- **EXERCISE DESCRIPTION**:
Excluding images, repeat the data exactly as given.

- **GIVEN MATERIAL**:
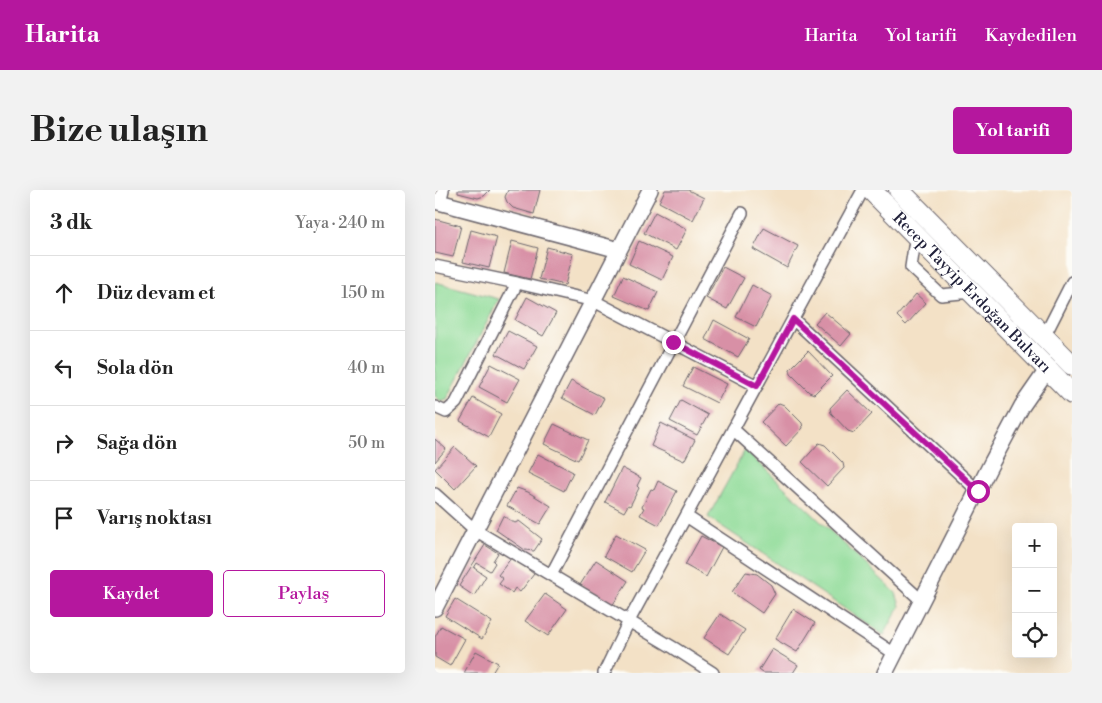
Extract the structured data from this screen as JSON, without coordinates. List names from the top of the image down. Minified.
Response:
{"streets":{"highway":["Recep Tayyip Erdoğan Bulvarı"]},"page":{"header":"Harita","nav":["Harita","Yol tarifi","Kaydedilen"],"buttons":["Yol tarifi",["Kaydet","Paylaş"]],"title":"Bize ulaşın","heading":["3 dk","Yaya · 240 m"],"list":[["Düz devam et","150 m"],["Sola dön","40 m"],["Sağa dön","50 m"],"Varış noktası"],"map_buttons":["+","−"]}}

- **WORKED SOLUTION**:
Extract the structured data from this screen as JSON, without coordinates. List names from the top of the image down. Minified.
Response:
{"streets":{"highway":["Recep Tayyip Erdoğan Bulvarı"]},"page":{"header":"Harita","nav":["Harita","Yol tarifi","Kaydedilen"],"buttons":["Yol tarifi",["Kaydet","Paylaş"]],"title":"Bize ulaşın","heading":["3 dk","Yaya · 240 m"],"list":[["Düz devam et","150 m"],["Sola dön","40 m"],["Sağa dön","50 m"],"Varış noktası"],"map_buttons":["+","−"]}}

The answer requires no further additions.